Friday, September 2, 2011

Season 1 Episode 2 ('The Man Trap')

Wow. They're all so young! In the pilot episode, it didn't really hit me, because a lot of the faces I knew weren't around, or at least weren't the characters I remembered. I didn't even really recognize Shatner - intellectually, I knew it was him, but he didn't get all Shatneresque until the last ten minutes of the episode.

George Takei, especially, just looks ridiculously young. To the point that, while Shatner made me think "Hey, Shatner's so young he doesn't even look like the Priceline guy," Takei/Sulu made me think of a guy who came up to my table at the gun show I worked last weekend. This random guy of some-kind-of-non-cracker-descent in his early 20s at best asked me if the QuickClot I was selling was the powder, or the bandage. I don't work gun-shows on the regular, I was just filling in for my dad who actually knows about the shit, so I looked at the package, and pointed out that the instructions on the back of the packaging indicated you used it like a bandage. He was all, "Yeah, you're right; when I was in Afghanistan we were using the powder, but they outlawed the powder and switched it to the bandage stuff."

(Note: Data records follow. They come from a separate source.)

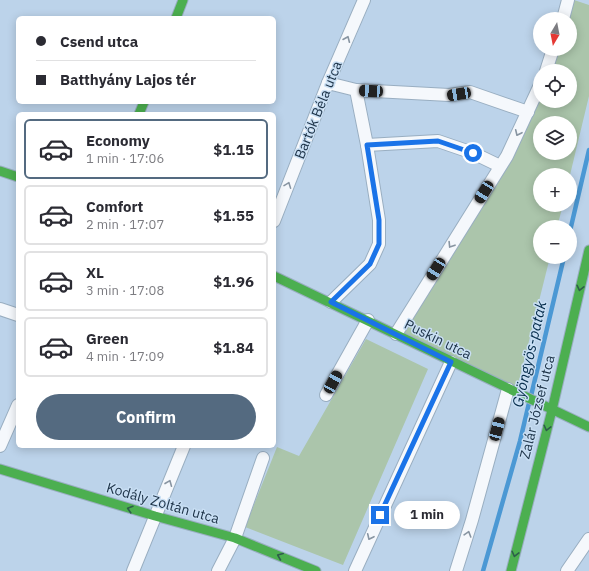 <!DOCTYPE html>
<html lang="en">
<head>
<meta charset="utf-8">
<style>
  body { margin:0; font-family:"IBM Plex Sans",sans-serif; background:#f2f2f3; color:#2b2b33; height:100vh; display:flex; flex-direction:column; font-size:15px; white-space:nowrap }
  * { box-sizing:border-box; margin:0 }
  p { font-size:13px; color:#7c7c81 }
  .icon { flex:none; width:22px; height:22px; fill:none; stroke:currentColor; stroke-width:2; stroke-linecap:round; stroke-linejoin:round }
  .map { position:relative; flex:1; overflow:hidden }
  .side { position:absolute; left:16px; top:112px; width:260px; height:336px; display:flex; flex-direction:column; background:#fff; border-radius:6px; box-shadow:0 2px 10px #0003 }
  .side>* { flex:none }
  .hud { position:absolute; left:16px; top:16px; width:260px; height:88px; border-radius:6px; box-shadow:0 2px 10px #0003; display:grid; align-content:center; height:88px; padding:0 20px; background:#fff }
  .needle { width:26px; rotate:190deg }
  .tools { position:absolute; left:533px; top:12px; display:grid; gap:8px }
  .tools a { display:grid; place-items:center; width:44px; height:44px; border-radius:50%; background:#fff; box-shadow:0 2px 10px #0003; font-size:20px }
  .end { position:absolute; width:18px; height:18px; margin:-9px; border:5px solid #1a73e8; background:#fff; box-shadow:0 0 0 2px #fff }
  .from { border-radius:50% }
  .bubble { position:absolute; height:28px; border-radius:14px; background:#fff; box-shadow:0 2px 10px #0003; font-size:13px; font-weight:700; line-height:28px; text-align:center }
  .car { position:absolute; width:12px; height:24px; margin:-12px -6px; border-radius:5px; box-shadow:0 0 3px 1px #0007; background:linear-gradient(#222 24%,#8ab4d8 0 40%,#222 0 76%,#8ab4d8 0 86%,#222 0) }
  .hud b { display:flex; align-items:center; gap:14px; height:38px; font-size:15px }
  .hud b+b { border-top:1px solid #e1e1e2 }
  .hud i { width:10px; height:10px; background:#2b2b33 }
  ul { padding:7px 0 0; list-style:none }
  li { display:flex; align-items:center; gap:12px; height:60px; margin:0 8px 6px; padding:0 12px; border:2px solid #e1e1e2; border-radius:6px }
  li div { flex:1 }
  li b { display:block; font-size:15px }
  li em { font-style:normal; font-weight:700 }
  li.current { border-color:#546a80 }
  li>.icon { width:36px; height:36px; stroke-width:1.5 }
  .button { display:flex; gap:8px; margin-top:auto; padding:8px 20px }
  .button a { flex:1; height:46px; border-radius:24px; background:#546a80; color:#fff; font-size:16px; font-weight:700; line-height:46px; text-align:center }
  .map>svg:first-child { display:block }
  .green { fill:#abc5ab; fill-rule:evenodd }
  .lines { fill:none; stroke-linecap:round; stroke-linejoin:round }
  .stream { stroke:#4b98d4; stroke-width:4.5 }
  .street-casing { stroke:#99aec1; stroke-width:14 }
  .fast-casing { stroke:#99aec1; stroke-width:11 }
  .street { stroke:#f5f8fc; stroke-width:12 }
  .fast { stroke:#4caf50; stroke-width:9 }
  .oneway { stroke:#8895a2 }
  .oneway2 { stroke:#2d5e4a }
  .route { stroke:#1a73e8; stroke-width:5 }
  .labels { text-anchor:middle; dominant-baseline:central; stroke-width:3; stroke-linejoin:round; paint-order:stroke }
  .street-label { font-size:14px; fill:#1c3247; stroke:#c9dff4 }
  .water-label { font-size:15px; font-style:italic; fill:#052c4b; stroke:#c9dff4 }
</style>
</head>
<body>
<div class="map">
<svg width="589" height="571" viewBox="0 0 589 571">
  <rect width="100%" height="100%" fill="#bcd3ea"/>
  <g class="green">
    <path d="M568,0H574L589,5V96L570,175H540V205H563L557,227H540V257H550L517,389L403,332L540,85V101H570V71H546L553,49H570V19H563ZM540,123H570V153H540Z"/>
    <polygon points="366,339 428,369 343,565 245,527 277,447 299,456"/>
  </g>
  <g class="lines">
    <g class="stream">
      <polyline points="570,231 589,150"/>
      <polyline points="531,396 564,257"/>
      <polyline points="483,571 520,441 529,403"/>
    </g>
    <g class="street-casing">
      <g id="street">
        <polyline points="563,19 568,0"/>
        <polyline points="546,71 553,49"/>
        <polyline points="328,83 356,90 367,145 379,220 379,244 370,264 331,302"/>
        <polyline points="356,90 449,95 470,92 528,112"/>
        <polyline points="367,145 438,141 473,153 500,166"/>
        <polyline points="274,221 328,83 364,0"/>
        <polyline points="0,309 18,315"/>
        <polyline points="396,334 507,156 540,85"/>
        <polyline points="326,395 368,320"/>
        <polyline points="0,446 18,405"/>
        <polyline points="133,571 184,446"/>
        <polyline points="218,571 235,538 263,458"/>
        <polyline points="355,571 451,362"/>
        <polyline points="456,571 472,520 508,389"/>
        <polyline points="567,571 589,539"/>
      </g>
    </g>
    <g class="fast-casing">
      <g id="fast">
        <polyline points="176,18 183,0"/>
        <polyline points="139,114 144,102"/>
        <polyline points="0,171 18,177"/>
        <polyline points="274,276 589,427"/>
        <polyline points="0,469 155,516 235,538 316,571"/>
        <polyline points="511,571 552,410 589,250"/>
      </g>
    </g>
    <use href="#street" class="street"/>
    <use href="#fast" class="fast"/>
  </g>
  <defs><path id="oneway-chevron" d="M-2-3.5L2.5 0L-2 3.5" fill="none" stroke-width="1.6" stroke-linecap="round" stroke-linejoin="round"/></defs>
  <g class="oneway">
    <use href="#oneway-chevron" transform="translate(347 39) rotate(-67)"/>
    <use href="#oneway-chevron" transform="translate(518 133) rotate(115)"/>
    <use href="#oneway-chevron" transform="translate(288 185) rotate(-69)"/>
    <use href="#oneway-chevron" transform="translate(451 245) rotate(122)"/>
    <use href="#oneway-chevron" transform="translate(169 483) rotate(-68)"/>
    <use href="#oneway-chevron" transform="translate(468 534) rotate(-73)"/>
    <use href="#oneway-chevron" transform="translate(370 537) rotate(115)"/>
  </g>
  <g class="oneway2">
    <use href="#oneway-chevron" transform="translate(580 288) rotate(103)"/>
    <use href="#oneway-chevron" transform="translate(547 428) rotate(104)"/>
    <use href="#oneway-chevron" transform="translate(130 509) rotate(-163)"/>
    <use href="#oneway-chevron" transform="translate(515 554) rotate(104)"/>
    <use href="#oneway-chevron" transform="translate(280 556) rotate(-158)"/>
  </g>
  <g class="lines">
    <polyline class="route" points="380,515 451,362 331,302 370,264 379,244 379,220 367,145 438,141 473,153"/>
  </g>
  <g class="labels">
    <g class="street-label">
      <text transform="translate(318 110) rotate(-68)">Bartók Béla utca</text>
      <text transform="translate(438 339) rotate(26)">Puskin utca</text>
      <text transform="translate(537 407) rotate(-76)">Zalár József utca</text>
      <text transform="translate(163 503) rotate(16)">Kodály Zoltán utca</text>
    </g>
    <g class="water-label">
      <text transform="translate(529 354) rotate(-77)">Gyöngyös-patak</text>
    </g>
  </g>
</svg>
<div class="tools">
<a><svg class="needle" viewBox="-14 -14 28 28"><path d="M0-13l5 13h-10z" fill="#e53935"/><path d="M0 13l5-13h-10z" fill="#7c7c81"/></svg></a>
<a><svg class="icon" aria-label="locate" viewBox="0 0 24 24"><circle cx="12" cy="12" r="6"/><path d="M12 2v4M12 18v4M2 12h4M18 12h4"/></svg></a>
<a><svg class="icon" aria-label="layers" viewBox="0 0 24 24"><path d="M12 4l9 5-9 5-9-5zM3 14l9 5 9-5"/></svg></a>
<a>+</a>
<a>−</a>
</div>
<i class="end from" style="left:473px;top:153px"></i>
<i class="end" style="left:380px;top:515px"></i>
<div class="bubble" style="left:394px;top:501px;width:66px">1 min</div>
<i class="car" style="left:371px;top:91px;rotate:273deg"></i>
<i class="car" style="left:459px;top:94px;rotate:261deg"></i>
<i class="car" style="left:484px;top:192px;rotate:212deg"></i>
<i class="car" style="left:436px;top:269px;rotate:212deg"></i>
<i class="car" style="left:333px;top:382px;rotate:29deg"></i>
<i class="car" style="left:497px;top:429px;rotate:15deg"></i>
<div class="hud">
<b><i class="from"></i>Csend utca</b>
<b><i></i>Batthyány Lajos tér</b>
</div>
<section class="side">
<ul>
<li class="current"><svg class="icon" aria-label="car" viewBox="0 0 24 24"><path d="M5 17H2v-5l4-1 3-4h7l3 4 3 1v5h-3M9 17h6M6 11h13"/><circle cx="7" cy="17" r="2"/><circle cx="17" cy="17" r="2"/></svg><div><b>Economy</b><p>1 min · 17:06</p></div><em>$1.15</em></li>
<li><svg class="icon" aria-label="car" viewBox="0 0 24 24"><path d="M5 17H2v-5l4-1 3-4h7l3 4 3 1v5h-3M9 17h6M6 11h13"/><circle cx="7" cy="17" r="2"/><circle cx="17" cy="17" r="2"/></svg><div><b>Comfort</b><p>2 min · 17:07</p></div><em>$1.55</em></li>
<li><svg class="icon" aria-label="car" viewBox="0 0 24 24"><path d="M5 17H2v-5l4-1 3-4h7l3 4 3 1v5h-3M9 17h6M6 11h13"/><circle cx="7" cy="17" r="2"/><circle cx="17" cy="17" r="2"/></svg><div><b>XL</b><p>3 min · 17:08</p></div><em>$1.96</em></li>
<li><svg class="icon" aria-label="car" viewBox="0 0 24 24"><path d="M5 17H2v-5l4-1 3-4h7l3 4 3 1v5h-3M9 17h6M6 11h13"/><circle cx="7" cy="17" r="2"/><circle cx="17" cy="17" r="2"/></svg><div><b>Green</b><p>4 min · 17:09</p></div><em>$1.84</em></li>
</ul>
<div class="button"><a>Confirm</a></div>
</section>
</div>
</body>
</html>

And that was really weird cuz' this kid was ten years younger than me and talking about practical shit he'd experienced in a war-zone and it creeped me out, a bit. In that it made me feel SUPER ignorant, instead of just the regular ignorant I feel when I'm visiting dad at a gun show. Which is totally irrelevant to Star Trek, except Sulu being so young had the same "Jesus, they really are just kids, all the WWII crap I've read is way dead-on," sort of vibe to it.

Yeah, I'm a little drunk. Seven shots again, but this time with the 2oz shot-glass instead of the 1.5oz shot glass? Anyways...

... the episode! Outside of the weirdly jarring "Children at war" moment, the biggest thing to strike me was that this episode was ALSO all about the sexy. I joked in the last entry about how the Captain was all about some green bitches, in the pilot. At least, I thought I was joking. This episode was called "The Man Trap" and was about a creature that could become your wildest dreams, suck you in, and suck all of the salt out of you.

I had no idea how based in reality the stereotype of Captain Kirk as a sexy-man living the sexy-dream in sexy-space was. It's kind of hilarious. Are all of these episodes going to rock it like that? I'm looking forward to finding out. I started this thinking it'd be a bunch of hard sci-fi with the occasional Shatner-bangs-an-alien moment that created the stereotype; so far we're 2 for 2 on episodes revolving around male/female interaction. Word.

The 'husband' of the 'creature' did a really great job with his part. He gets the kudos for 'best actor in the episode.' Also, the 'husband' and the 'creature' were totally in the right, in the round-table discussion that happens towards the end. This episode ends in a tragedy that didn't have to happen, and oddly considers it a triumph. Solid plot, though. Bunch of familiar tropes used as well as one would expect from a low-budget network TV show.

Random tally: 7 big shots of Aristocrat Vodka, 2 episodes that are all about the sexy, 1 good actor, and one Nubian Prince that seemed 10 years ahead of his time. That guy was so 70s sex-symbol.

1 comment:

  1. For the record, another guy came to my table and conversationally mentioned that if you use QuickClot, you have to be on blood thinners for a year and a half. After the show was over, I asked my dad what the deal was, and it turns out that the latter guy was almost right: The reason the military switched from the powder to the bandage was that whole blood-thinner thing. The bandage version of QuickClot doesn't fuck you up like the powder version did, or something. The More You Know(TM).